Task data =
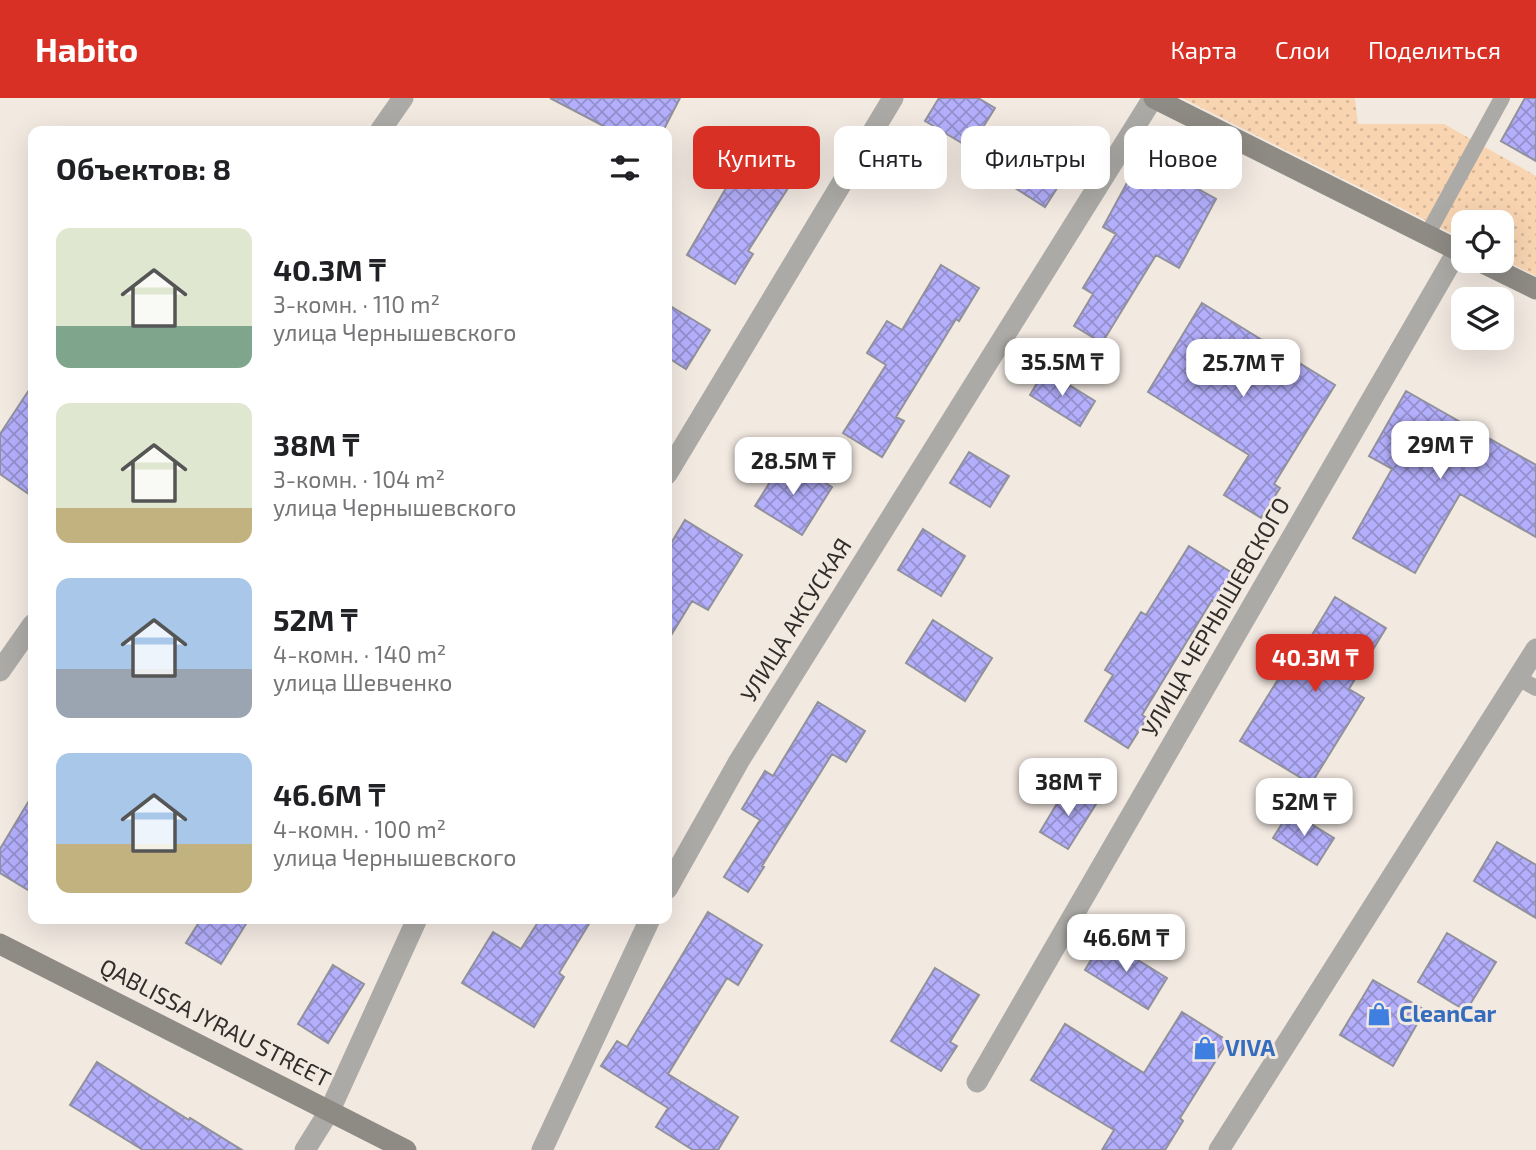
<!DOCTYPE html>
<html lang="ru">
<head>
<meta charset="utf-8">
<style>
  :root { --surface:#fff; --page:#f2f2f2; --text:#202124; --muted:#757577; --accent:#d93025 }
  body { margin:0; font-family:"Exo 2",sans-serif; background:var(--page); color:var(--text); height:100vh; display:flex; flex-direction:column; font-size:26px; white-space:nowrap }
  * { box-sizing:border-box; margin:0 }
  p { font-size:23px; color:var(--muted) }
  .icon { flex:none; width:38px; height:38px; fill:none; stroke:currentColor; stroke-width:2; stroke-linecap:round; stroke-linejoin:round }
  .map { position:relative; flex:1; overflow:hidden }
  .panel { position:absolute; left:28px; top:28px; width:644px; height:798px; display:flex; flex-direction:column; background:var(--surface); border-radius:14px; box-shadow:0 7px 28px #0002 }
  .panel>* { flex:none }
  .top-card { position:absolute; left:693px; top:28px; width:665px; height:63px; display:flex; gap:14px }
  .fabs { position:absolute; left:1451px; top:112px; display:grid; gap:14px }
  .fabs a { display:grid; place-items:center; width:63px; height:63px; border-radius:14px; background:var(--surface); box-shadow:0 7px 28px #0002; font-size:35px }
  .price { position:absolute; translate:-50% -60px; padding:0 16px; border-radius:14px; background:#fff; color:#222; font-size:23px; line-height:46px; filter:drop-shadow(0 2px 4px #0008) }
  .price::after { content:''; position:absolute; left:50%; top:42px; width:21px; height:16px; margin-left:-10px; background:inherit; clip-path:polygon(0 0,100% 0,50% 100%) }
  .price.on { background:var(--accent); color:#fff }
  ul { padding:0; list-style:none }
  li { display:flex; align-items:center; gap:21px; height:175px; padding:0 28px }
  li span { display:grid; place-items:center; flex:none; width:196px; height:140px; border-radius:14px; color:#555 }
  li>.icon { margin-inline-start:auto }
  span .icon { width:84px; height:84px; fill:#fffc; stroke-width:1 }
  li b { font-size:30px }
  h2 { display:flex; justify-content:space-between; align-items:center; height:84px; padding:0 28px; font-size:30px }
  .pill { padding:0 24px; border-radius:14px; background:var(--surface); box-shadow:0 7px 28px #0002; font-size:24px; line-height:63px }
  .pill.on { background:var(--accent); color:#fff }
  header { display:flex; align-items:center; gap:42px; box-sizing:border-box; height:98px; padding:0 35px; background:var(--accent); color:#fff }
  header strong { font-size:33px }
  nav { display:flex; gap:38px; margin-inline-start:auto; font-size:24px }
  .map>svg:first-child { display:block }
  .grass { fill:url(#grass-dots) }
  .building { fill:url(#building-cross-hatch); stroke:#91919b; stroke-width:2 }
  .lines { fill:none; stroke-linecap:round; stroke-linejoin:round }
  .lane { stroke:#acaaa6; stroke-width:16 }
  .street { stroke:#acaaa6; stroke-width:21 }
  .secondary { stroke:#8e8b85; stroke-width:21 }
  .labels { text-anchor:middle; stroke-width:6; stroke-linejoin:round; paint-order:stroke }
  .street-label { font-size:23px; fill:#302d2a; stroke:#f2e9e1 }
  .shop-label { font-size:23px; font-weight:bold; fill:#366cbe; stroke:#f2e9e1; text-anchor:start }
</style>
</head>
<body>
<header>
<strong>Habito</strong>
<nav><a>Карта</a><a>Слои</a><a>Поделиться</a></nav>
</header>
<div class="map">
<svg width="1536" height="1052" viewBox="0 0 1536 1052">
  <defs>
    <pattern id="grass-dots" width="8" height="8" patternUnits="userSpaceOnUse" patternTransform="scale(1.75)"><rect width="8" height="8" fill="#f8d4b1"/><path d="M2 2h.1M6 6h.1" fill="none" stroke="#d5b698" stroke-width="1.8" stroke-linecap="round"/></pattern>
    <pattern id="building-cross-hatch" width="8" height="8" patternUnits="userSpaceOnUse" patternTransform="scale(1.75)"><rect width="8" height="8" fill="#b4affc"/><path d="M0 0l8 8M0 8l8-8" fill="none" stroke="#938fcc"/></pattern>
  </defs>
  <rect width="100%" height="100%" fill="#f2e9e1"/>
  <!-- grass -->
  <path class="grass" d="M1182,0h173l3,26h86l92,52v100l-34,-17v-37h-39v17z"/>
  <!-- building -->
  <path class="building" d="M550,0h130l-17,33h-50z
    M939,0h39l17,10 -25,40 -45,-27z
    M1525,0h11v63l-35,-20z
    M1029,53l37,23 -21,33 -36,-23z
    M1141,59l75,42 -37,69 -23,-13 -54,88 -28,-17 19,-32 -10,-6 33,-54 -13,-7z
    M743,61l45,29 -40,63 5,3 -18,30 -48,-29z
    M941,167l38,23 -20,33 -3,-2 -60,98 8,4 -22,36 -39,-24 43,-68 -19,-12 20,-32 15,9z
    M1202,205l133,82 -61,99 6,4 -19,30 -37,-23 25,-40 -101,-63z
    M667,206l43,26 -24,39 -19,-12z
    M1045,272l50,31 -15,25 -50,-31z
    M33,286v113l-33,-23v-40z
    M1406,293l130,74v72l-76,-43 -45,79 -62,-35 39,-69 -23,-13z
    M969,354l40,24 -19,31 -40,-24z
    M785,360l47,29 -30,48 -47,-29z
    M685,422l57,35 -34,55 -16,-9 -25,41v-92z
    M923,431l42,27 -24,40 -43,-26z
    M1189,448l45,28 -18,29 -4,-3 -70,115 5,3 -19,30 -43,-27 28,-46 -8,-5 36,-58 5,3z
    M1335,499l51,31 -37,61 15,9 -53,86 -71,-43 53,-86 5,3z
    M933,522l59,38 -27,43 -59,-38z
    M818,604l47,29 -19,31 -14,-8 -70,112 2,1 -16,25 -24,-15 36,-57 -18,-11 23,-38 8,5z
    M1067,689l29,17 -28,45 -28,-17z
    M33,696v99l-33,-20v-24z
    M1290,713l44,27 -17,27 -44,-27z
    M1497,744l39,23v53l-62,-37z
    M708,814l54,33 -24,40 -11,-7 -59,96 70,43 -20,33h-25l-37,-23 12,-19 -67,-42 16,-25 10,6z
    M201,821h48l-28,45 -35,-21z
    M540,821h52l-33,54 5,4 -30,50 -72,-44 31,-51 28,17z
    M1447,835l49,29 -30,49 -48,-29z
    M1104,841l63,39 -19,31 -63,-39z
    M333,867l31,19 -36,59 -30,-19z
    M935,870l44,27 -29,47 7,4 -16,25 -50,-30z
    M1373,882l52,30 -32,56 -53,-31z
    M1182,914l46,29 -48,77 3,3 -18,29h-63l12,-20 -83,-50 34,-56 79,49z
    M97,964l92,58 1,-2 52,32h-99l-73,-45z"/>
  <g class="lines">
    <!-- lane -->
    <path class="lane" d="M1427,137l75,-137
      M1518,580l18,10"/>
    <!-- street -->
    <path class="street" d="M380,33l23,-33
      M667,376l226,-376
      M0,573l33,-47
      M667,791l72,-128 414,-663
      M977,984l481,-832
      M305,1052l25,-40 87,-191
      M542,1052l108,-231
      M1219,1052l317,-501"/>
    <!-- secondary -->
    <path class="secondary" d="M1154,0l309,155
      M1479,163l57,28
      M0,846l406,206"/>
  </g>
  <!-- icons -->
  <defs>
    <g id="shop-bare" transform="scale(1.89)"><path d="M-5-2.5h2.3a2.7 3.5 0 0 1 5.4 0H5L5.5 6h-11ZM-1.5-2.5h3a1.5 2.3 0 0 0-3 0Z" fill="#3f7fe0" stroke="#f2e9e1" stroke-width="2.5" paint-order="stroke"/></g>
  </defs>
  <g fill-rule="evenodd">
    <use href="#shop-bare" x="1379" y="916"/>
    <use href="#shop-bare" x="1205" y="950"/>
  </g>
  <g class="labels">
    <!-- street labels -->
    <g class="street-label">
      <text transform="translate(1216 519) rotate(-60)" y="8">УЛИЦА ЧЕРНЫШЕВСКОГО</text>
      <text transform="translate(796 522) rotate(-58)" y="8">УЛИЦА АКСУСКАЯ</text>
      <text transform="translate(215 925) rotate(27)" y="8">QABLISSA JYRAU STREET</text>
    </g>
    <!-- shop labels -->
    <g class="shop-label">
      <text x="1399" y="924">CleanCar</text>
      <text x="1225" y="958">VIVA</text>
    </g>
  </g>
</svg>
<div class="fabs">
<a><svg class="icon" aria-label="locate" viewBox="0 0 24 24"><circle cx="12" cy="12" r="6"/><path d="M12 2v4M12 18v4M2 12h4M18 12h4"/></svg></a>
<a><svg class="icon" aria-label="layers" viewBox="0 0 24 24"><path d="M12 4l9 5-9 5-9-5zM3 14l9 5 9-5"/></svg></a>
</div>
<b class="price" style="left:1062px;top:300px">35.5M ₸</b>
<b class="price" style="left:1243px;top:301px">25.7M ₸</b>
<b class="price" style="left:1440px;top:383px">29M ₸</b>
<b class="price" style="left:793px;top:399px">28.5M ₸</b>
<b class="price on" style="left:1315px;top:596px">40.3M ₸</b>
<b class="price" style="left:1068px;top:720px">38M ₸</b>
<b class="price" style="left:1304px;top:740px">52M ₸</b>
<b class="price" style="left:1126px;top:876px">46.6M ₸</b>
<div class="top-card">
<a class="pill on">Купить</a>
<a class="pill">Снять</a>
<a class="pill">Фильтры</a>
<a class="pill">Новое</a>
</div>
<section class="panel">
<h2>Объектов: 8<svg class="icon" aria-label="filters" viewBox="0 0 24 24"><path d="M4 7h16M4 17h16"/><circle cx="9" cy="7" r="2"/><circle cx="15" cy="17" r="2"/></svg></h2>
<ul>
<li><span style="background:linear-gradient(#dfe7d0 70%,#7fa58c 0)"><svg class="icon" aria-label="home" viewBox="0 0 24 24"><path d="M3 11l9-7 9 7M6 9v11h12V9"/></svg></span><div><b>40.3M ₸</b><p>3-комн. · 110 m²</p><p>улица Чернышевского</p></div></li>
<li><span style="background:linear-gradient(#dfe7d0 75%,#c2b280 0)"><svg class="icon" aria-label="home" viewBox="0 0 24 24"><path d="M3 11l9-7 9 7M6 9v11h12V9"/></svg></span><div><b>38M ₸</b><p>3-комн. · 104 m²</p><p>улица Чернышевского</p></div></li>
<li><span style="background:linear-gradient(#a9c7e8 65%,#9aa5b1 0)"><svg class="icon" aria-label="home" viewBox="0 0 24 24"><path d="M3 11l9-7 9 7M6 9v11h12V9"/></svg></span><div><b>52M ₸</b><p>4-комн. · 140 m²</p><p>улица Шевченко</p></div></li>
<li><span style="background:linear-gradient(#a9c7e8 65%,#c2b280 0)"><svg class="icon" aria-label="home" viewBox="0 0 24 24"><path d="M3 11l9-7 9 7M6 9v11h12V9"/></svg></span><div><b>46.6M ₸</b><p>4-комн. · 100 m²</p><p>улица Чернышевского</p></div></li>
</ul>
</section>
</div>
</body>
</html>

Problem description =
Which lines of the listing include the string "position"? Pull them out.

Result of this exercise =
  .map { position:relative; flex:1; overflow:hidden }
  .panel { position:absolute; left:28px; top:28px; width:644px; height:798px; display:flex; flex-direction:column; background:var(--surface); border-radius:14px; box-shadow:0 7px 28px #0002 }
  .top-card { position:absolute; left:693px; top:28px; width:665px; height:63px; display:flex; gap:14px }
  .fabs { position:absolute; left:1451px; top:112px; display:grid; gap:14px }
  .price { position:absolute; translate:-50% -60px; padding:0 16px; border-radius:14px; background:#fff; color:#222; font-size:23px; line-height:46px; filter:drop-shadow(0 2px 4px #0008) }
  .price::after { content:''; position:absolute; left:50%; top:42px; width:21px; height:16px; margin-left:-10px; background:inherit; clip-path:polygon(0 0,100% 0,50% 100%) }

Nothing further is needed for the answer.